1Nous avons rassemblé dans ce dossier de Perspectives Psy quelques articles sur les traumatismes collectifs. Le XXe siècle a été largement pourvu en traumatismes de masse : guerres civiles, régionales ou mondiales, exterminations et génocides, politiques de terreur (cf. politiques systématiques de torture, d’enlèvement, ou de viol). Les traumatismes de masse revêtent une particularité en ce qu’ils sont comme les autres traumatismes d’une brutalité sans nom, mais que d’un autre côté ils peuvent être vécus collectivement. Ils sont souvent des désorganisateurs pour le développement ultérieur des enfants, et pour les états psychiques présents de tous. La France a pour l’essentiel été épargnée des traumatismes de masse depuis plus de quarante ans. Ce temps de sécurité a peut-être produit une illusion de sécurité éternelle, comme si nous étions protégés par exemple de la guerre civile. C’est sur de tels clivages que prospèrent les états traumatiques ultérieurs.
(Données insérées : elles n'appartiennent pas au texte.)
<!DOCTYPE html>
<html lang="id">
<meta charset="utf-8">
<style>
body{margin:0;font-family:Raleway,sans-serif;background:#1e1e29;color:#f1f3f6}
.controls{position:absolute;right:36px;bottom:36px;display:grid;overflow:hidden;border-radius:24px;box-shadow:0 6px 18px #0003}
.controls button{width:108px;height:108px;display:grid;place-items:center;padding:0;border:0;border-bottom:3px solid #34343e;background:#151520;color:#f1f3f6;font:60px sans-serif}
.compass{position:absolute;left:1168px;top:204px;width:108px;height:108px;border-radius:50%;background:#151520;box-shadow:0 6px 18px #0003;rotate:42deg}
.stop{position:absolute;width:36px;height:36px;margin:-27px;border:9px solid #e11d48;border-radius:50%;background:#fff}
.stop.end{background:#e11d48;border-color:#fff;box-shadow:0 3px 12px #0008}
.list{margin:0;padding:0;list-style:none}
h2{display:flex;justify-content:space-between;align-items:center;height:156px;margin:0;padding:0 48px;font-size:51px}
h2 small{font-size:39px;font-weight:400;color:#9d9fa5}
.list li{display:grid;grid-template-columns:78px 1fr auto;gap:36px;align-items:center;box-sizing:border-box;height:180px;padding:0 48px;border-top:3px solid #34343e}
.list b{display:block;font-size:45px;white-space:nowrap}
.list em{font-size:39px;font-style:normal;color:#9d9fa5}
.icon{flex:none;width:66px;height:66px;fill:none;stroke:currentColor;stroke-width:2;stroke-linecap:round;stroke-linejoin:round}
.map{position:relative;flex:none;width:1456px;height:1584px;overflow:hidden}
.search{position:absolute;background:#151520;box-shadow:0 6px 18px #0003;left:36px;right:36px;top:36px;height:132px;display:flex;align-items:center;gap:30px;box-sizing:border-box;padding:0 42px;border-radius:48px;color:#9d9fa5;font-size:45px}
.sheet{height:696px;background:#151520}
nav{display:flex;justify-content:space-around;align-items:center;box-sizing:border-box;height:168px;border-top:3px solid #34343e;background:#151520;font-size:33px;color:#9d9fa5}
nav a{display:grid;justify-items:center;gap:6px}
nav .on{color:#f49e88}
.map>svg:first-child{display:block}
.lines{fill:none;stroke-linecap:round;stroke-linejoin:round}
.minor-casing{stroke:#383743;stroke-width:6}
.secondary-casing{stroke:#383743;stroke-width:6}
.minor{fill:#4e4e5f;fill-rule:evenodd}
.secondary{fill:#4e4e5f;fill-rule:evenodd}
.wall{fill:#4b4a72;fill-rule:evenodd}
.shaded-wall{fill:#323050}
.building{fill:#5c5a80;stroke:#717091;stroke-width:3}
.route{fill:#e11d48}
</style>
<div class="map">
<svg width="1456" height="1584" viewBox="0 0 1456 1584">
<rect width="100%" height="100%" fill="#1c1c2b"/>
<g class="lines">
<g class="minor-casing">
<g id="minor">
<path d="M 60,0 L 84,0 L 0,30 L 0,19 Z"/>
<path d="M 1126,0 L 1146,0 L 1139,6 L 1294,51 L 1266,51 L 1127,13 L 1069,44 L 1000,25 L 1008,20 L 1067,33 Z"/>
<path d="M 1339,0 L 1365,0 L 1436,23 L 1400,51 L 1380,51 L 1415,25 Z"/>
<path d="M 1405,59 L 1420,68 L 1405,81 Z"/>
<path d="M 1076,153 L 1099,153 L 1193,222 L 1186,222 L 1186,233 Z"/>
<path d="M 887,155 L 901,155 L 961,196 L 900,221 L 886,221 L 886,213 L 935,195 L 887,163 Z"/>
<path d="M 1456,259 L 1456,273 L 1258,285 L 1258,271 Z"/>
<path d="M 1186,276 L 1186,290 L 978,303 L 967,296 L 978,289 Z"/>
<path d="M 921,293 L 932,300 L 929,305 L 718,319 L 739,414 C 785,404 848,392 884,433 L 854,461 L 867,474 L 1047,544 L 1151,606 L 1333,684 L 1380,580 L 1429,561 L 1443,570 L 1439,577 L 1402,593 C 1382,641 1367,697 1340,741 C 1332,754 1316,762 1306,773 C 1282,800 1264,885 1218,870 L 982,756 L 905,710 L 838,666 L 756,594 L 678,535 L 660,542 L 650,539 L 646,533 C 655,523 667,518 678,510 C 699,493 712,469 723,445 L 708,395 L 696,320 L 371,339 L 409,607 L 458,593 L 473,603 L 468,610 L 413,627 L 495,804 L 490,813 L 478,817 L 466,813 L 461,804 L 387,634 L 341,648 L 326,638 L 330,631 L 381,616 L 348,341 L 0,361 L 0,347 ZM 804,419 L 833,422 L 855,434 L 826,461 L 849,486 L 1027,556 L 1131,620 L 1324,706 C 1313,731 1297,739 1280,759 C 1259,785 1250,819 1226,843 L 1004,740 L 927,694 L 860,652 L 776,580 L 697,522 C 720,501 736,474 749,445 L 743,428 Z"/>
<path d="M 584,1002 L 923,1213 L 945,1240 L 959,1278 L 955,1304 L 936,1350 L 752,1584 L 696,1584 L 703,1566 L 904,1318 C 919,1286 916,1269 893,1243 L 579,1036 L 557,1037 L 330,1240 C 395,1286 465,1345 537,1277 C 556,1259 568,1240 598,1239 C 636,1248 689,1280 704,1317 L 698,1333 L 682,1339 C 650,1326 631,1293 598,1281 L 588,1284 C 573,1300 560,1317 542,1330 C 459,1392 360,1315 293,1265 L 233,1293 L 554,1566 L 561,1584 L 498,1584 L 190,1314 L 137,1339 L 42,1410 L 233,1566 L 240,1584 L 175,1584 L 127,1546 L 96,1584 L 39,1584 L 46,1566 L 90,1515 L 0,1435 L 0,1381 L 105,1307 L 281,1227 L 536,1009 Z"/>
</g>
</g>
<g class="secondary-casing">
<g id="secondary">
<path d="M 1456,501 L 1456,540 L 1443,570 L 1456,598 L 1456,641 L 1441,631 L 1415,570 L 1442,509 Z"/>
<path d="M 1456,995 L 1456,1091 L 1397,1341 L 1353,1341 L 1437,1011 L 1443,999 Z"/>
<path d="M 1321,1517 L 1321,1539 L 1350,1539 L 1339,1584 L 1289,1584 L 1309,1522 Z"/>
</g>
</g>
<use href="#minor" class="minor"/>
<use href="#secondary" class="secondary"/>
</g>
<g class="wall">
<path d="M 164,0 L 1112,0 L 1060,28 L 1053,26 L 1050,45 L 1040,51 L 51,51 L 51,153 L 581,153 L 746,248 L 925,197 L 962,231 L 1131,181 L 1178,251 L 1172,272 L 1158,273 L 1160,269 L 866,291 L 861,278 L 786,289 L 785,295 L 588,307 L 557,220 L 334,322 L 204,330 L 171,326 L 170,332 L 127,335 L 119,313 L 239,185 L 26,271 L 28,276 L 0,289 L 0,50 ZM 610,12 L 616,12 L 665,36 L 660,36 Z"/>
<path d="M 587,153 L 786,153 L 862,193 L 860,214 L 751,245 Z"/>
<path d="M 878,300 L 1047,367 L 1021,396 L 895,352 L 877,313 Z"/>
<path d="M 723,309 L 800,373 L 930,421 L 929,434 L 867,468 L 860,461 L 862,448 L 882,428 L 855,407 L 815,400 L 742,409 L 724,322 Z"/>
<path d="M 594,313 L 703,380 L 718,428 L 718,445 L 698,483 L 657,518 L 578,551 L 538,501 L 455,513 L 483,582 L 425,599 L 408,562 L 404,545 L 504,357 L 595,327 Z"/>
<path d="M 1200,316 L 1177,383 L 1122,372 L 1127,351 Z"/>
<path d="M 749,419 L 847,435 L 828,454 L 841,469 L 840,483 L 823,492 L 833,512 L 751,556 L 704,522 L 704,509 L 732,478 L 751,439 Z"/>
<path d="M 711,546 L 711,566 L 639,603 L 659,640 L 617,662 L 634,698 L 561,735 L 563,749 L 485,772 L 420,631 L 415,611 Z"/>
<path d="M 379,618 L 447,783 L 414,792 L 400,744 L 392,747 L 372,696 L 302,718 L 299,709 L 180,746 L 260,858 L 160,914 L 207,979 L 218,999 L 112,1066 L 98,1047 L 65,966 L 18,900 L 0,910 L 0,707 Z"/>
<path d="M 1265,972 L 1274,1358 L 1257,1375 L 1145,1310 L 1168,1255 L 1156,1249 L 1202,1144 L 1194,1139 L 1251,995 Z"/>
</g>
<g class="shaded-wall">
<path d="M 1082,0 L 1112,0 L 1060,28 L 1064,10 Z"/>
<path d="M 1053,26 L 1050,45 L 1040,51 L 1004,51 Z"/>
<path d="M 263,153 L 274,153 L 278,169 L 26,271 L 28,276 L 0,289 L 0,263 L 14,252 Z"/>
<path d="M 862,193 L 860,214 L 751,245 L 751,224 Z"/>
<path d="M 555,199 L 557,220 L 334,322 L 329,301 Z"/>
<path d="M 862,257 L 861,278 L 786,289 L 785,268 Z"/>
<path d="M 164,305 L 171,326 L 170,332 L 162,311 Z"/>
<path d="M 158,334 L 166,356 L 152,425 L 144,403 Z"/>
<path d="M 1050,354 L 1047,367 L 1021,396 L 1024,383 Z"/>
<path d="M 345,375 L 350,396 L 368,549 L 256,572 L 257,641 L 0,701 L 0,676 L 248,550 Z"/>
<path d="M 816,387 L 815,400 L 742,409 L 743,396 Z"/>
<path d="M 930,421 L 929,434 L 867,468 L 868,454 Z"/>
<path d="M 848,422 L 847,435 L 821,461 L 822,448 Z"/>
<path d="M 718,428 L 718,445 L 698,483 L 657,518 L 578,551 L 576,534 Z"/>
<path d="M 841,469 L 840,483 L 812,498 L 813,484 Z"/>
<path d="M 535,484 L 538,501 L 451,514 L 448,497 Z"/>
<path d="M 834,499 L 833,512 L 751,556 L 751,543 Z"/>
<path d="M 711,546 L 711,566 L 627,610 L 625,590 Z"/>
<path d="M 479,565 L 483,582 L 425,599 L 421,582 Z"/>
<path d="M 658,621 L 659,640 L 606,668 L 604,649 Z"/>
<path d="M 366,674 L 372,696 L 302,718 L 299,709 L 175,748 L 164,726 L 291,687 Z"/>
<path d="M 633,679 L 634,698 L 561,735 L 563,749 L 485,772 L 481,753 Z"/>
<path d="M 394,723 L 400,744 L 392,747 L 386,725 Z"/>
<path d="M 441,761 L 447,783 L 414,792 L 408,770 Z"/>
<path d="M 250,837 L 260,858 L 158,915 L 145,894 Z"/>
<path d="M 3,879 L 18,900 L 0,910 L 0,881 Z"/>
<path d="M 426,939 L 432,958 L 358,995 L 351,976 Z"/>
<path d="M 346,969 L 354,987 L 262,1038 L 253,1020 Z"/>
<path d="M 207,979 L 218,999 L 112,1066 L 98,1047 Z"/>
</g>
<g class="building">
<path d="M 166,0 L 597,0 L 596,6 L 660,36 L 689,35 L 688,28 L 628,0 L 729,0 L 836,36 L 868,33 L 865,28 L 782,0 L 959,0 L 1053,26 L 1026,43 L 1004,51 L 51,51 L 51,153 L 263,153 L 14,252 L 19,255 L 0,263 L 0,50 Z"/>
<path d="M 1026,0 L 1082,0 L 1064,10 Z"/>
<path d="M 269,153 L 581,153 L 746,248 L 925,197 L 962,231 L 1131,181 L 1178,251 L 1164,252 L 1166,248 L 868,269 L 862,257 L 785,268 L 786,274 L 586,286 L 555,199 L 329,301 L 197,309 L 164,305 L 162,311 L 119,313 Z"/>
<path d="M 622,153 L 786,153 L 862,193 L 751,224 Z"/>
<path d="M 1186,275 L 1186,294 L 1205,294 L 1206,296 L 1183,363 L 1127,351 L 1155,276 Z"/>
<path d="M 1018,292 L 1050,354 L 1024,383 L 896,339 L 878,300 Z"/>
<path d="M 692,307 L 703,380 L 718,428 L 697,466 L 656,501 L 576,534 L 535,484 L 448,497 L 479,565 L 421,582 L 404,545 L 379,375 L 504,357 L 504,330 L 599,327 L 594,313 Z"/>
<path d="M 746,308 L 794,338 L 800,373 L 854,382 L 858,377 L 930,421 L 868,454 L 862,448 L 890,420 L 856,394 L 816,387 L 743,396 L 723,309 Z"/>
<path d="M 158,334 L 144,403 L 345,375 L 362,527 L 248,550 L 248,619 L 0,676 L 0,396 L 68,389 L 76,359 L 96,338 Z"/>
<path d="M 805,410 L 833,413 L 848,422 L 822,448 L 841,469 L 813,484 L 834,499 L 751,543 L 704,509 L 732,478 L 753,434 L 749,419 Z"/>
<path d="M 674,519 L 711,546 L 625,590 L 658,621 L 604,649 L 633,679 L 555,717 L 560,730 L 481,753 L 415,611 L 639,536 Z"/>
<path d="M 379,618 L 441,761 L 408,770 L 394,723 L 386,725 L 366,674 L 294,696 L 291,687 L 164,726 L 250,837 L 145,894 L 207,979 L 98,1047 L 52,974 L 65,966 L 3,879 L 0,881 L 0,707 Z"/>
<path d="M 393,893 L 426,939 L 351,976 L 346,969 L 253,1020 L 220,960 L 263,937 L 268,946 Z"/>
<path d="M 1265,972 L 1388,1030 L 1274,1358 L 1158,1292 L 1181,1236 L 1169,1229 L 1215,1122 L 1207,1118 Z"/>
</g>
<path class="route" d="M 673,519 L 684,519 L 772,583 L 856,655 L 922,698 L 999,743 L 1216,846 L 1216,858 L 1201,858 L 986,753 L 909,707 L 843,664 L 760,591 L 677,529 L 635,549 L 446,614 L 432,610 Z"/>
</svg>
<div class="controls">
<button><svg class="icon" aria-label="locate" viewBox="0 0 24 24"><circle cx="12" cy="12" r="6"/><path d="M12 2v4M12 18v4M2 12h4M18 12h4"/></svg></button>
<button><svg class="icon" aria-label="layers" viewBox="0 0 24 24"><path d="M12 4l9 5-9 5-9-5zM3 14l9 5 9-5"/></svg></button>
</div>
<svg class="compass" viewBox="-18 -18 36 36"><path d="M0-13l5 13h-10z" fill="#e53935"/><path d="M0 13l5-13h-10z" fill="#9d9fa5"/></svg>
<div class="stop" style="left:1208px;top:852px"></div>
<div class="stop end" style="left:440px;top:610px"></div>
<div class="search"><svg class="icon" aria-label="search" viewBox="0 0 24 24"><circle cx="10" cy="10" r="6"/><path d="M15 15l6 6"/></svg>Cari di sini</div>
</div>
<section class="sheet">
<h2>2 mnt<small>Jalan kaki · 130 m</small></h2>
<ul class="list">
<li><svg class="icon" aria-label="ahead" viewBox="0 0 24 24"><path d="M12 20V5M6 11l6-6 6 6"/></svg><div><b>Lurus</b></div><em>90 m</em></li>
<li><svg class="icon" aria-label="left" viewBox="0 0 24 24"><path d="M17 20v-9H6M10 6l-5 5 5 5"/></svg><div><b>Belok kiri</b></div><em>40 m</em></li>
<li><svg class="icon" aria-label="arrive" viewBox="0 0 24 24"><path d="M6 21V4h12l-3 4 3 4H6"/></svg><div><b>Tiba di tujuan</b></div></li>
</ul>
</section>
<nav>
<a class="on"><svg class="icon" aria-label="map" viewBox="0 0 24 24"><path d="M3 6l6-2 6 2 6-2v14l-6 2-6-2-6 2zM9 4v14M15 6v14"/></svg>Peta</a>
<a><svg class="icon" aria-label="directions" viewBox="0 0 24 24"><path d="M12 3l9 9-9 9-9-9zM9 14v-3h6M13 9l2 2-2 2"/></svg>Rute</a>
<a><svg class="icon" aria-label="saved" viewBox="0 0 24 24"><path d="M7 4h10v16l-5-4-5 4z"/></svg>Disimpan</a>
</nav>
Pourtant le talent pratique de certains français s’est porté sur des pays moins favorisés pendant cette période et a su y mettre en oeuvre de nouvelles techniques thérapeutiques des traumatismes de masse avec son invention des organisations non gouvernementales médicales comme Médecins Sans Frontières.
2SB dit à SO : « il veut aller au Kurdistan traiter les traumatisés, alors quand il arrivera l’aéroport, qu’il s’occupe du douanier ; ensuite, qu’il fasse la même chose avec le chauffeur de taxi ; une fois à l’hôtel, qu’il n’oublie pas, de la même façon, la réceptionniste… et qu’ensuite il continue ainsi à chaque rencontre ! ».
La psychanalyse a comme réputation de ne s’intéresser qu’à des traces psychiques des traumatismes dans des cures tardives et lentes, alors que la psychotraumatologie saurait suivre les humains dans la précocité et la célérité des états traumatiques naissants. Pourtant, la clinique psychanalytique sait identifier des successions multiples et rapidissimes d’états psychiques au cours d’une même séance. Gilbert Diatkine montre d’ailleurs dans son article sur la guerre civile 1992-1998 en Algérie, que des psychanalystes disposent d’une clinique et d’une métapsychologie des traumatismes de masse de telles populations exposées. Joë Albeck est convaincu de l’inutilité de « thérapies de groupe de pardon » entre des populations qui furent ennemies. Il expose dans son texte des techniques de groupes de rencontre d’anciens ennemis qui se fixent d’autres objectifs. Les séries successives de campagnes d’attentats qu’a subies la France a formé une génération de psychiatres et de psychologues hautement spécialisés dans ce domaine. La contribution de Patrice Louville en démontre l’existence. Les anciens écrits de Janet, Freud et Ferenczi associent la « dissociation hystérique de la personnalité » aux « représentations limites » de scènes traumatiques. Cette consubstantialité du trauma et des états secondaires dits « hystériques » trouve une illustration dans l’écrit pédopsychiatrique de notre collègue Hervé Benhamou.
3Le 16 mars 1988, les gaz s’étendent sur la ville d’Halabja (Kurdistan sud en Irak).